Counterparties
Counterparties are central to organizing and tracking financial activity across your accounts.
In Atlar, a counterparty represents any external party you interact with financially — such as a customer, supplier, business partner, or internal entity like a subsidiary. Broadly speaking, a counterparty is a legal entity from which you pull funds (via direct debit) or to which you push funds (via credit transfer).
In the Counterparties
tab, you can customize the table to suit your workflow:
- Filter data by entity, counterparty name, account number, and more
- Modify visible columns using the cogwheel in the top-right corner

Viewing counterparty details
Double-click a counterparty to view its full details, including:
- External accounts – The destination accounts or wallets linked to the counterparty.
- Details – Counterparty ID, legal name, associated entity, and identifying details.
- Metadata – Optional tags or attributes used to organize and enrich your records.
- Mandates – Any mandates linked to the counterparty (used for direct debits). If none exist, the section will indicate: “This counterparty has no direct debit mandates.”
- Audit trail – A log of creation and update events, showing who made changes and when.
Creating Counterparties
Counterparties are required whenever you make a credit transfer or direct debit involving an external account. You can create counterparties manually or let Atlar create them automatically.
Creating a counterparty manually
You can create counterparties:
- When creating a credit transfer — see credit transfers
- While creating a direct debit — see direct debits
- Directly in the
Counterparties
tab by clickingCreate New
in the top-right corner
Creating counterparties automatically
Counterparties are created automatically:
- When a payment is initiated via your ERP system (e.g. vendors or employees)

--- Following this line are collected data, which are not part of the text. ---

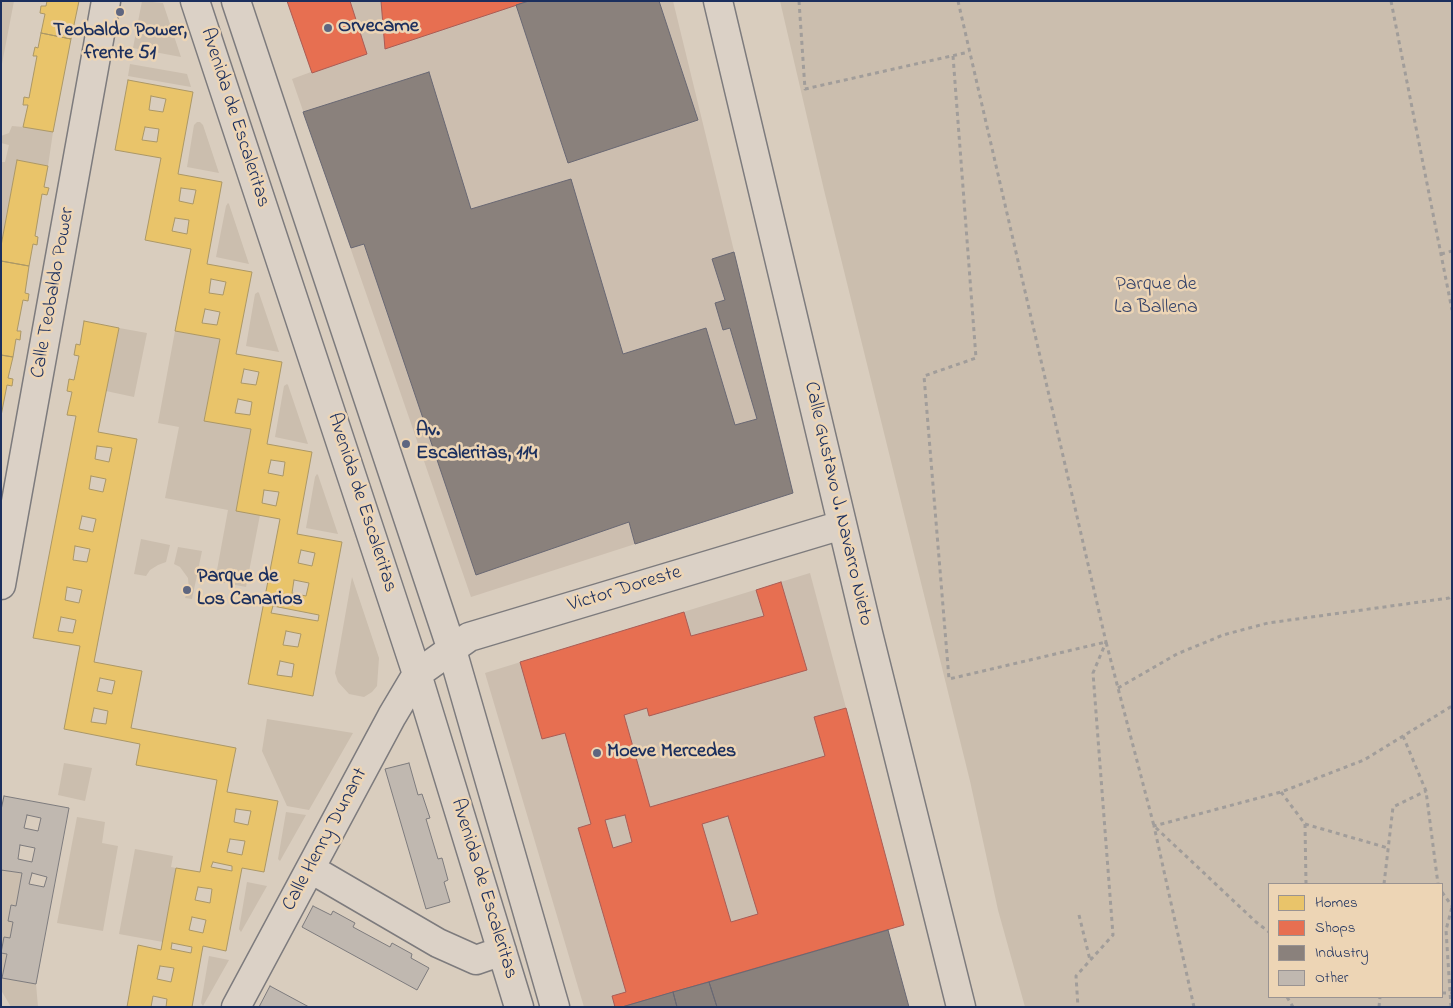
<!DOCTYPE html>
<html>
<head>
<meta charset="utf-8">
<style>
	body { margin:0 }
	#map { position:relative; width:1453px; height:1008px; overflow:hidden; background:#d9cdbe; font-family:"Indie Flower",sans-serif }
	canvas { display:block }
	.frame { position:absolute; inset:0; border:2px solid #1b2f5e; pointer-events:none }
	.legend { position:absolute; left:1268px; top:883px; width:175px; height:115px; box-sizing:border-box; background:#edd5b5; border:1px solid #999392; margin:0; padding:6px 9px; list-style:none; font-size:15px; color:#1b2f5e }
	.legend li { display:flex; align-items:center; gap:10px; height:25px }
	.legend b { width:25px; border:1px solid #999392 }
</style>
</head>
<body>
<div id="map">
<canvas width="1453" height="1008"></canvas>
<div class="frame"></div>
<ul class="legend">
<li><b style="height:14px;background:#e9c46a"></b>Homes</li>
<li><b style="height:14px;background:#e76f51"></b>Shops</li>
<li><b style="height:14px;background:#8a817c"></b>Industry</li>
<li><b style="height:14px;background:#c0b8b0"></b>Other</li>
</ul>
</div>
<script>
const ctx = document.querySelector('canvas').getContext('2d');
ctx.lineJoin = 'round';
function paint(path, color) { ctx.fillStyle = color; ctx.fill(path, 'evenodd'); }
const shape = rows => new Path2D(rows.map(r => 'M' + r).join(''));
function trace(path, color, width, dash) { ctx.strokeStyle = color; ctx.lineWidth = width; ctx.lineCap = dash ? 'butt' : 'round'; ctx.setLineDash(dash || []); ctx.stroke(path); }
function write(font, color, halo, rows, align = 'center') {
  ctx.font = font + ' "Indie Flower",sans-serif'; ctx.lineWidth = 5; ctx.setLineDash([]); ctx.textBaseline = 'middle'; ctx.strokeStyle = halo; ctx.fillStyle = color; for (const [text, x, y, turn = 0] of rows) {
    ctx.save(); ctx.translate(x, y); ctx.rotate((+turn || 0) * Math.PI / 180); ctx.textAlign = isNaN(turn) ? turn : align; if (halo) ctx.strokeText(text, 0, 0); ctx.fillText(text, 0, 0); ctx.restore();
  }
}
const built = shape([
	[287,1,673,1,793,493,471,597,292,79,311,72],
	[810,573,904,925,888,930,909,1007,584,1007,485,673]
]);
const green = shape([
	[1,1,14,1,1,69],
	[142,1,163,3,181,57,133,48],
	[780,1,1452,1,1452,1007,1025,1007,998,910,970,781,824,190],
	[1442,884,1442,997,1269,997,1269,884],
	[130,64,187,74,191,87,128,76],
	[197,122,200,122,203,125,219,173,187,167,194,125],
	[12,126,23,127,53,132,48,166,17,160,1,246,1,162,5,162,9,145,1,143,1,136,9,133],
	[228,203,229,204,249,264,216,257,226,206],
	[258,292,259,293,279,352,246,346,255,294],
	[119,328,147,333,134,397,106,391],
	[175,331,220,339,204,420,251,429,236,510,260,515,246,587,215,581,228,510,165,498,179,427,158,423],
	[287,384,288,385,308,444,275,437,284,386],
	[317,474,318,475,338,534,306,528,315,477],
	[141,539,170,545,166,562,158,565,150,570,146,576,134,574],
	[178,547,202,551,192,599,185,598,189,589,188,578,180,567,174,564],
	[352,577,379,658,377,686,372,692,364,697,349,694,338,682,335,673],
	[267,719,353,733,309,810,287,806,262,751],
	[64,763,92,768,85,801,58,795],
	[286,812,306,815,280,861,278,859],
	[77,817,105,822,102,843,118,846,103,931,57,923],
	[135,849,173,856,171,867,176,868,163,942,119,934],
	[1,870,22,873,16,906,11,905,8,920,13,922,10,938,1,952],
	[247,882,267,886,241,932,239,929],
	[1,953,7,954,3,978,36,984,38,1007,11,1007,1,990],
	[209,956,229,960,203,1006,201,1003]
]);
const homes = shape([
	[47,1,79,1,71,39,41,33,45,14,40,13,41,6,46,6,47,1],
	[41,33,71,39,53,132,23,127,28,105,23,105,24,97,29,98,37,56,33,56,35,47,38,48,41,33],
	[128,80,193,92,178,174,222,182,207,264,252,272,236,354,282,362,267,444,312,452,297,534,342,542,313,696,248,684,280,519,236,511,251,429,204,421,220,339,175,331,191,249,145,240,161,158,115,150,128,80],
	[151,96,166,99,163,112,149,110,151,96],
	[145,127,159,129,157,142,142,140,145,127],
	[181,188,196,190,193,204,179,201,181,188],
	[175,218,189,220,187,234,172,231,175,218],
	[211,279,226,282,223,295,209,293,211,279],
	[205,309,220,312,217,325,202,323,205,309],
	[244,369,259,372,256,385,241,383,244,369],
	[238,399,252,402,250,415,235,413,238,399],
	[271,460,285,462,283,476,268,473,271,460],
	[264,490,279,492,276,506,262,503,264,490],
	[301,550,315,553,312,566,298,563,301,550],
	[294,580,309,583,306,596,292,593,294,580],
	[273,606,319,615,318,621,271,613,273,606],
	[286,631,301,634,298,647,283,645,286,631],
	[280,661,294,664,292,677,277,675,280,661],
	[17,160,48,166,44,187,49,188,47,195,42,194,35,236,38,237,37,245,33,244,29,266,1,261,1,246,17,160],
	[1,261,29,266,25,293,29,294,28,301,23,300,17,331,21,331,20,340,16,339,13,357,1,355,1,261],
	[84,321,119,328,98,432,137,439,94,662,142,671,131,728,236,748,227,792,278,801,264,872,242,868,226,951,203,946,192,1007,166,1007,167,999,153,996,151,1007,127,1007,138,945,161,950,176,868,200,872,217,780,136,765,140,744,64,729,80,646,33,638,76,416,67,415,72,392,67,391,69,379,74,380,79,356,74,355,76,344,80,345,84,321],
	[97,446,112,448,109,462,95,459,97,446],
	[91,476,106,479,103,492,89,489,91,476],
	[82,516,96,519,93,532,79,529,82,516],
	[75,546,90,549,87,562,73,560,75,546],
	[67,587,82,590,79,603,65,600,67,587],
	[61,617,76,620,73,633,58,631,61,617],
	[100,678,115,681,112,694,97,691,100,678],
	[94,708,108,711,106,724,91,722,94,708],
	[236,809,251,811,248,825,234,822,236,809],
	[230,839,245,841,242,855,227,852,230,839],
	[213,862,232,866,232,871,211,867,213,862],
	[198,887,212,889,210,903,195,900,198,887],
	[192,917,206,920,203,933,189,930,192,917],
	[172,943,192,947,191,953,171,949,172,943],
	[160,966,174,968,171,982,157,979,160,966],
	[1,355,13,357,8,378,13,379,12,386,7,385,1,416,1,355]
]);
const shops = shape([
	[287,1,350,1,367,54,312,73,287,1],
	[381,1,529,1,385,49,381,1],
	[781,582,807,670,649,716,647,708,624,715,650,807,825,756,814,717,846,708,904,925,622,1007,615,1007,612,996,626,992,578,828,591,824,565,733,542,739,520,662,684,612,691,636,764,616,756,590,781,582],
	[625,815,632,842,613,848,605,820,625,815],
	[728,816,758,914,731,922,702,824,728,816]
]);
const industry = shape([
	[529,1,659,1,698,120,568,163,516,5,529,1],
	[429,72,471,209,571,179,623,354,706,328,735,425,757,419,730,328,723,330,715,303,725,300,712,259,734,252,793,493,635,544,629,522,476,575,364,244,351,248,303,112,429,72],
	[888,930,909,1007,717,1007,709,982,888,930],
	[709,982,717,1007,677,1007,673,992,709,982],
	[673,992,677,1007,622,1007,673,992]
]);
const building = shape([
	[409,763,418,795,422,794,430,818,426,819,438,859,442,858,448,880,444,882,450,902,426,909,385,769,409,763],
	[4,796,69,808,36,984,2,978,7,954,1,953,4,937,10,938,13,922,8,921,11,905,16,906,22,873,1,870,1,810,4,796],
	[27,815,41,818,38,831,24,828,27,815],
	[20,845,35,848,32,862,18,859,20,845],
	[32,873,47,877,44,887,29,884,32,873],
	[313,906,331,915,333,911,355,923,353,927,390,947,392,943,412,954,411,958,429,968,417,990,302,927,313,906],
	[270,986,309,1007,259,1007,270,986]
]);
const path = shape([
	[799,1,805,89,969,52],
	[958,1,1106,642,1093,673,1113,935,1076,976,1078,1007],
	[1391,1,1452,310],
	[953,56,976,358,924,376,949,679,1106,642,1154,826,1256,922,1269,932],
	[1441,254,1452,251],
	[1118,688,1177,654,1223,635,1268,623,1449,598,1452,596],
	[1403,736,1426,791,1438,884],
	[1281,792,1305,824,1388,848],
	[1305,824,1306,884],
	[1384,884,1393,807,1426,791],
	[1442,892,1452,906],
	[1079,915,1090,960],
	[1442,993,1452,993],
	[1287,997,1293,1007],
	[1194,1007,1154,826,1281,792,1364,760,1452,706],
	[1379,1007,1380,997],
	[1451,1007,1446,930,1452,907]
]);
const minor = shape([
	[195,1,417,674,519,1007],
	[236,1,452,650,555,1007],
	[718,1,868,633,961,1007],
	[1,585,106,1],
	[311,869,438,943,476,960,502,951],
	[236,1007,392,716,417,674,469,637,842,525]
]);
const markers = [
	[120,12,5,"#5e6680"],
	[328,28,5,"#5e6680"],
	[406,444,5,"#5e6680"],
	[187,590,5,"#5e6680"],
	[597,753,5,"#5e6680"]
];
const poiNames = [
	["Orvecame",338,28],
	["Teobaldo Power,",120,32,"center"],
	["frente 51",120,55,"center"],
	["Av.",416,432],
	["Escaleritas, 114",416,455],
	["Parque de",197,578],
	["Los Canarios",197,601],
	["Moeve Mercedes",607,753]
];
const streetNames = [
	["Avenida de Escaleritas",234,118,72],
	["Calle Teobaldo Power",54,293,-80],
	["Avenida de Escaleritas",361,503,72],
	["Calle Gustavo J. Navarro Nieto",837,504,77],
	["Victor Doreste",625,590,-17],
	["Calle Henry Dunant",326,840,-62],
	["Avenida de Escaleritas",483,889,73]
];
const parkNames = [
	["Parque de",1156,286],
	["La Ballena",1156,309]
];
paint(built, '#ccbeaf');
paint(green, '#cbbeae');
paint(homes, '#e9c46a');
trace(homes, '#ab9766', 1);
paint(shops, '#e76f51');
trace(shops, '#aa5c55', 1);
paint(industry, '#8a817c');
trace(industry, '#696873', 1);
paint(building, '#c0b8b0');
trace(building, '#7d7b7d', 1);
trace(minor, '#7d7b7d', 31);
trace(path, '#a19d9a', 3, [4, 4]);
trace(minor, '#dbd1c6', 28);
for (const [x, y, r, color] of markers) { const dot = new Path2D(); dot.arc(x, y, r, 0, 2 * Math.PI); ctx.fillStyle = color; ctx.fill(dot); trace(dot, '#edd5b5', 2); }
write('bold 20px', '#1b2f5e', '#edd5b5', poiNames, 'left');
write('20px', '#1b2f5e', '#edd5b5', streetNames);
write('20px', '#354369', '#edd5b5', parkNames);
</script>
</body>
</html>
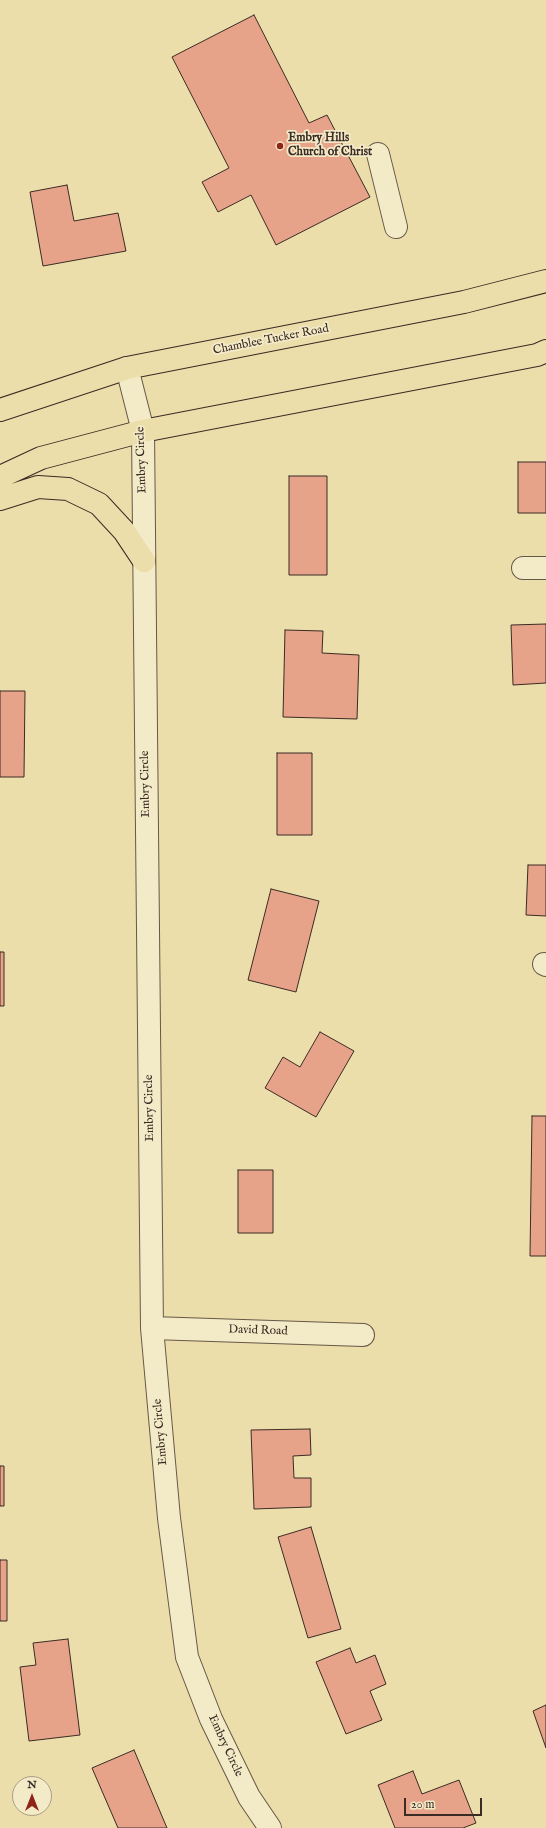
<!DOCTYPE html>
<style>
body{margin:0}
#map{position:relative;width:546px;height:1828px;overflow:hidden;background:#ecdeaa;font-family:"IM FELL English",serif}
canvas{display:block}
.north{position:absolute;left:12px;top:1776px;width:40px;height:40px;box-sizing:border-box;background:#f3eac8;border:1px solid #a99e86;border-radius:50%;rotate:0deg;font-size:11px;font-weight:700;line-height:16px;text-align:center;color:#3a2b24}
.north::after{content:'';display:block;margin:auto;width:14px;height:18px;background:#8f2418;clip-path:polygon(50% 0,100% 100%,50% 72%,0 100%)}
.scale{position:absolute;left:404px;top:1798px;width:78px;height:18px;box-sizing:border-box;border:2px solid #3a2b24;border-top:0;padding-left:5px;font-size:12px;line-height:14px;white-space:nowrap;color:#3a2b24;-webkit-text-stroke:3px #f3eac8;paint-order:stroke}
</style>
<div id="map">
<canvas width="546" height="1828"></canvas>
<div class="north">N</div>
<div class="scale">20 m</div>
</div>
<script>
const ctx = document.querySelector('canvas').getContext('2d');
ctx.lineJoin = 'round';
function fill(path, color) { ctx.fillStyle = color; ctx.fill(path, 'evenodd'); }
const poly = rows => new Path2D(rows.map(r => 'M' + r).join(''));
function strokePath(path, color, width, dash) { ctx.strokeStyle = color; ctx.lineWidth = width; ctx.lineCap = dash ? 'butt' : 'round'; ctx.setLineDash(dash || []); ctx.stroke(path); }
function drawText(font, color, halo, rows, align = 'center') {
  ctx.font = font + ' "IM FELL English",serif'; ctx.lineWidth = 3.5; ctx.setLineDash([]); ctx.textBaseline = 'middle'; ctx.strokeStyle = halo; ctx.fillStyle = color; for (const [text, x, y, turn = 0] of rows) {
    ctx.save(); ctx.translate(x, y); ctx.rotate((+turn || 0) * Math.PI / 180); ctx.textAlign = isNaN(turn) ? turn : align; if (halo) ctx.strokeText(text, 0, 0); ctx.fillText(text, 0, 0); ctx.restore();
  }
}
const building = poly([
 [254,15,309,123,327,115,370,197,276,245,251,195,218,212,202,182,229,168,172,57,254,15],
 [67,185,74,221,118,213,126,251,43,266,30,192,67,185],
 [518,462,546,462,546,513,518,513,518,462],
 [289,476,327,476,327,575,289,575,289,476],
 [546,624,546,683,513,685,511,625,546,624],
 [285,630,323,631,322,653,359,655,357,719,283,717,285,630],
 [0,691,25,691,24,777,0,777,0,691],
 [277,753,312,753,312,835,277,835,277,753],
 [528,865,546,865,546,916,526,915,528,865],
 [271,889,319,901,296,992,248,980,271,889],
 [0,952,4,952,4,1006,0,1006,0,952],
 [320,1032,354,1051,316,1117,265,1088,283,1057,300,1067,320,1032],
 [532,1116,546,1116,546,1256,530,1256,532,1116],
 [238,1170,273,1170,273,1233,238,1233,238,1170],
 [310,1429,311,1455,293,1456,294,1478,311,1478,311,1507,254,1509,251,1430,310,1429],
 [0,1466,4,1466,4,1506,0,1506,0,1466],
 [311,1527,341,1629,308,1638,278,1537,311,1527],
 [0,1560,7,1560,7,1621,0,1621,0,1560],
 [68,1639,80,1735,29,1741,20,1667,36,1665,33,1643,68,1639],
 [350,1648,356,1663,375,1655,386,1684,370,1691,382,1720,346,1734,316,1662,350,1648],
 [546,1705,546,1748,533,1711,546,1705],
 [134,1750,167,1828,118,1828,92,1768,134,1750],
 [413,1771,422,1794,459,1780,476,1823,463,1828,395,1828,378,1785,413,1771]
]);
fill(building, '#e7a389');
strokePath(building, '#3a2b24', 1);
const minor = poly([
 [378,154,396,227],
 [127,368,143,431,152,1328,169,1518,187,1657,211,1719,249,1797,270,1828],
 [523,568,546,568],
 [544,964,546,965],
 [152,1328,363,1335]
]);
const major = poly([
 [0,410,127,368,464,302,546,281],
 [0,477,41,458,143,431,537,355,546,351],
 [0,499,38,487,68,489,99,504,124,531,144,561]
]);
strokePath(minor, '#665846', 24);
strokePath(major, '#3a2b24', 24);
strokePath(minor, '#f3eac8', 22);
strokePath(major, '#ecdeaa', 22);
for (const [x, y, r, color] of [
 [280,146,4,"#8f2418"]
]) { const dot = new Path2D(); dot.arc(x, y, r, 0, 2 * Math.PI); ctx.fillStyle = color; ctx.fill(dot); strokePath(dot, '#f3eac8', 1.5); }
drawText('bold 12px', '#3a2b24', '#f3eac8', [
 ["Embry Hills",288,139],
 ["Church of Christ",288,153]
], 'left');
drawText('12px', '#3a2b24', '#f3eac8', [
 ["Chamblee Tucker Road",271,340,-11],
 ["Embry Circle",142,460,-92],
 ["Embry Circle",146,784,-91],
 ["Embry Circle",150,1108,-91],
 ["David Road",258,1331,2],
 ["Embry Circle",161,1432,-95],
 ["Embry Circle",225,1746,65]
]);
</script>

- When uploading a credit transfer batch with inline counterparty details — see credit transfer batches
- When initiating payments via the Atlar API
Best practice
When creating a counterparty, provide as much detail as possible—such as the legal name, account identifiers, and routing details. This ensures that the necessary payment information is pre-filled and validated, reducing friction and avoiding errors when initiating transactions.